THE SPIRITUALISTIC AND PRACTICAL CHARACTER OF CLAIRVOYANCE
might be further illustrated by the well known case of Miss Eliza Hamilton, who became paralysed in her limbs and right arm, through severe injury to the spine. She had been in hospital for four months, on her return home frequently passed into the trance state, and on awakening described various people and places she had visited, and objects seen. These descriptions have been invariably verified subsequently. “She also at times,” says her physician, “speaks of having been in the company of persons with whom she was acquainted in this world, but who have passed away; and she tells her friends that they have become more beautiful, and have cut off their infirmities with which they were afflicted while here. She often describes events which are about to happen, and these are always fulfilled exactly as she predicts.”

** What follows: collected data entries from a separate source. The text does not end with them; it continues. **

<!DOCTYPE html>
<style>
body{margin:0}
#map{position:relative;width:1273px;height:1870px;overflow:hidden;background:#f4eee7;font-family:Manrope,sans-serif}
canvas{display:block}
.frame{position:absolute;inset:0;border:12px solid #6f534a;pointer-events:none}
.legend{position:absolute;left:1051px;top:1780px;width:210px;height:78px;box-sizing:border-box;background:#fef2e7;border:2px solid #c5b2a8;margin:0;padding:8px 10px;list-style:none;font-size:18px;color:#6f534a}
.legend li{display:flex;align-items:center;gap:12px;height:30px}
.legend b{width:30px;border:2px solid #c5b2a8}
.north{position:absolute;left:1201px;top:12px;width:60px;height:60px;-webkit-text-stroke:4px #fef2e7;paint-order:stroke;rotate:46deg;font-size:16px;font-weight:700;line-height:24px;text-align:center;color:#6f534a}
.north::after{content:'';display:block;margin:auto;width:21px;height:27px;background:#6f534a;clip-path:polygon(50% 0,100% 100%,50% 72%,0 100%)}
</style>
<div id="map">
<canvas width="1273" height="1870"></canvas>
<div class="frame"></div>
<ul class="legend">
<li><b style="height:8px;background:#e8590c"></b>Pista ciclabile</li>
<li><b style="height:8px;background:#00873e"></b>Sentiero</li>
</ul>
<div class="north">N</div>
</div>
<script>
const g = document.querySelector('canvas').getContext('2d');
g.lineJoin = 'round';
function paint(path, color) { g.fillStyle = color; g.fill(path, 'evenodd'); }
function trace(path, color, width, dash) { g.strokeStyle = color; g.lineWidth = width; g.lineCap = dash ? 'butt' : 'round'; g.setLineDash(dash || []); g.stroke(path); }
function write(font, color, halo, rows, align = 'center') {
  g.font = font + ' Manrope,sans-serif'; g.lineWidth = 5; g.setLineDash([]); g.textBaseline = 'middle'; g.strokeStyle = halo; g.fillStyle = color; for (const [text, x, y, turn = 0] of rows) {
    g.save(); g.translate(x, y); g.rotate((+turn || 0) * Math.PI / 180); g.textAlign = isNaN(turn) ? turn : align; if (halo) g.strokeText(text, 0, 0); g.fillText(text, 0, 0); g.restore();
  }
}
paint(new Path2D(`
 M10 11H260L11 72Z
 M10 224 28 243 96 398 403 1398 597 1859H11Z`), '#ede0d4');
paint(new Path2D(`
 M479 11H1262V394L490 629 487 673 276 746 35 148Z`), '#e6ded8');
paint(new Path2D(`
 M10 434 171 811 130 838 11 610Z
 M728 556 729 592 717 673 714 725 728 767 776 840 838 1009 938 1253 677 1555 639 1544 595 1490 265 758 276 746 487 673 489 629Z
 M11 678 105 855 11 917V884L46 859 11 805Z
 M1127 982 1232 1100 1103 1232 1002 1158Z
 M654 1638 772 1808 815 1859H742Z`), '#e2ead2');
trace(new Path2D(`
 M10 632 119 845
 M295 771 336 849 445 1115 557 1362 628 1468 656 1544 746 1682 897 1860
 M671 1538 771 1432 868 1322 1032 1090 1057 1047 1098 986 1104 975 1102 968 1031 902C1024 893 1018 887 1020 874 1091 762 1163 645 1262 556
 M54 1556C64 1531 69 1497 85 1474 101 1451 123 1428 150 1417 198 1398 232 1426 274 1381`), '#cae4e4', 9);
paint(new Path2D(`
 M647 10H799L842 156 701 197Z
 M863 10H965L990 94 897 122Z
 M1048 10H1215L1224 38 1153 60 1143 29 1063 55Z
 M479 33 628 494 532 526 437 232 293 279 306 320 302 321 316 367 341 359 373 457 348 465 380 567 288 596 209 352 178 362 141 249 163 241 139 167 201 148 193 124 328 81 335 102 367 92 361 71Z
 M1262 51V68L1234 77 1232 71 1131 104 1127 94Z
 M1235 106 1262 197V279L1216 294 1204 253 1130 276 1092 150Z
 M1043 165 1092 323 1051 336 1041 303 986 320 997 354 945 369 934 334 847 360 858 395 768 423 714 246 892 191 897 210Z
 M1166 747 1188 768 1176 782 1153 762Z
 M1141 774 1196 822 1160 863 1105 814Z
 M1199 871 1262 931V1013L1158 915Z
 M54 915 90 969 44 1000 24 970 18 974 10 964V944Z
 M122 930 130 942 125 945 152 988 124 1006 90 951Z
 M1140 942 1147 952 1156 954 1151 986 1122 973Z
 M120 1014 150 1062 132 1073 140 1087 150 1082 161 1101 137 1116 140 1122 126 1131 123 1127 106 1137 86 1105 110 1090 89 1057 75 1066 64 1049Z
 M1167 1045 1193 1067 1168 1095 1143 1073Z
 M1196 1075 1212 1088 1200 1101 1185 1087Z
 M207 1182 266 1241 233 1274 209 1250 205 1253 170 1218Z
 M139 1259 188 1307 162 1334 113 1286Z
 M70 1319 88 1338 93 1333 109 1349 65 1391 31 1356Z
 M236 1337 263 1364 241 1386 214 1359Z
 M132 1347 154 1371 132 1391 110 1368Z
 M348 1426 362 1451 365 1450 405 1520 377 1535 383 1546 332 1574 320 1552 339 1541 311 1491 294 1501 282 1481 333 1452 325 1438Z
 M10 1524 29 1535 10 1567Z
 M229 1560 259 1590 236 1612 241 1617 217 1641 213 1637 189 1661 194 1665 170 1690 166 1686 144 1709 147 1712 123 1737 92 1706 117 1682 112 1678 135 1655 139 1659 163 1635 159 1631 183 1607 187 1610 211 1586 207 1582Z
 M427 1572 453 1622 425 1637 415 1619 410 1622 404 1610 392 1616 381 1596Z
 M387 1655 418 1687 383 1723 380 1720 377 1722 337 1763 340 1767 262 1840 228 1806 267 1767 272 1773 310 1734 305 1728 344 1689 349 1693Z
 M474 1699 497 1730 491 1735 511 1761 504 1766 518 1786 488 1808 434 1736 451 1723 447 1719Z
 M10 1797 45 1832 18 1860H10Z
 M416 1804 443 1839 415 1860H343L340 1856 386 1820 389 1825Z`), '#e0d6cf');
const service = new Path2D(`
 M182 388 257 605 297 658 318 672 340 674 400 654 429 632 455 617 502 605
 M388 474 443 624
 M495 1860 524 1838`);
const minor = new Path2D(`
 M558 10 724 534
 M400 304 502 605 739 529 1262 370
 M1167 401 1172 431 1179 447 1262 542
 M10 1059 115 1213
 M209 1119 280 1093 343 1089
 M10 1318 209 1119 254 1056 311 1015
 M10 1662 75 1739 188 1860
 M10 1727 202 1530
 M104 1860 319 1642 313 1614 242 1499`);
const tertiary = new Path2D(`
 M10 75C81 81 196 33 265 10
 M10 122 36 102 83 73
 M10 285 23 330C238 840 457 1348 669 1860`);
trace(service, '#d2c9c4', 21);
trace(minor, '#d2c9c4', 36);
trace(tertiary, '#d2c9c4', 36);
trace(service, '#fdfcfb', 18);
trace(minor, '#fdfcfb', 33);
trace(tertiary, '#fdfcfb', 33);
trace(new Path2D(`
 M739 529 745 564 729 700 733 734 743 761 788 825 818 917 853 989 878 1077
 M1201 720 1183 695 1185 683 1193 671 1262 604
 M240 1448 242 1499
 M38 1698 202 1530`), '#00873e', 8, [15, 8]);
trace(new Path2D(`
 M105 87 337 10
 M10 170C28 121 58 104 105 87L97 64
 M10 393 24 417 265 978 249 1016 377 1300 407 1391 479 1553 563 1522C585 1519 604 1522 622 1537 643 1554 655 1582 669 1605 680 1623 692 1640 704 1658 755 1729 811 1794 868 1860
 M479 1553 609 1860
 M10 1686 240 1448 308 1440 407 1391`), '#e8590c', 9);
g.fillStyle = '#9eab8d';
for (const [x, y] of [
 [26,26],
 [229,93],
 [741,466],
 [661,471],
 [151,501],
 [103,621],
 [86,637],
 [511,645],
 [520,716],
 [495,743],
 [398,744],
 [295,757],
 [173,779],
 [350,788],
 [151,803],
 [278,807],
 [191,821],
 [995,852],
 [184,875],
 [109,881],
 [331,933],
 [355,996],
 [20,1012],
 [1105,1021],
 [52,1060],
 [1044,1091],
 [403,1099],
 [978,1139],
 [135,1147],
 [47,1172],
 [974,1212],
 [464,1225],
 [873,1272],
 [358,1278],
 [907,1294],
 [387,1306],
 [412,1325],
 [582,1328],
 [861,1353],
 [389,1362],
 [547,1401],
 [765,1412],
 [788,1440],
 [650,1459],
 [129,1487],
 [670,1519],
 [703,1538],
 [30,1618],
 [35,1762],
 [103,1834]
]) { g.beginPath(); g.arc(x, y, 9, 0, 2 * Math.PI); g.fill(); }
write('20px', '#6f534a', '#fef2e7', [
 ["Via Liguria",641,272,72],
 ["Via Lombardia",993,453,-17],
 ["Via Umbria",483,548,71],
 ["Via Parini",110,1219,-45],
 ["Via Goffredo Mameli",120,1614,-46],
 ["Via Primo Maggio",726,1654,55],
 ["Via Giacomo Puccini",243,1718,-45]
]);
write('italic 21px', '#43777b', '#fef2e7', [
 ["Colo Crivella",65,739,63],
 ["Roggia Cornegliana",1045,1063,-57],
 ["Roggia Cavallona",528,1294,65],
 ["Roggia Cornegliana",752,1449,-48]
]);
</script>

“Her father,” says Mr. Hudson Tuttle, “read in her presence a letter he had received from a friend in Leeds, speaking of the loss of his daughter, about whose fate he was very unhappy, as she had disappeared nearly a month before, and left no trace. Eliza went into the trance state, and cried out, ‘Rejoice! I have found the lost girl! She is happy in the angel world.’ She said the girl had fallen into the dark water where dyers washed their cloths; that her friends could not have found her had they sought her there, but now the body had floated a few miles, and would be found in the River Aire. The body was found as described.
“Now, knowing that her eyes were closed, that she could not hear, that her bodily senses were in profound lethargy, how are we to account for the intensity and keenness of sight? Her mental powers were exceedingly exalted, and scarcely a question could be asked her but she correctly answered.
“In this case the independence of the mind of the physical body are shown in every instance of clairvoyance, is proven beyond cavil or doubt. If it is demonstrated that the mind sees without the aid of eyes, hears when the ears are deaf, feels when the nerves of sensation are at rest, it follows that it is independent of these outward avenues, and has other channels of communication with the external world essentially its own.”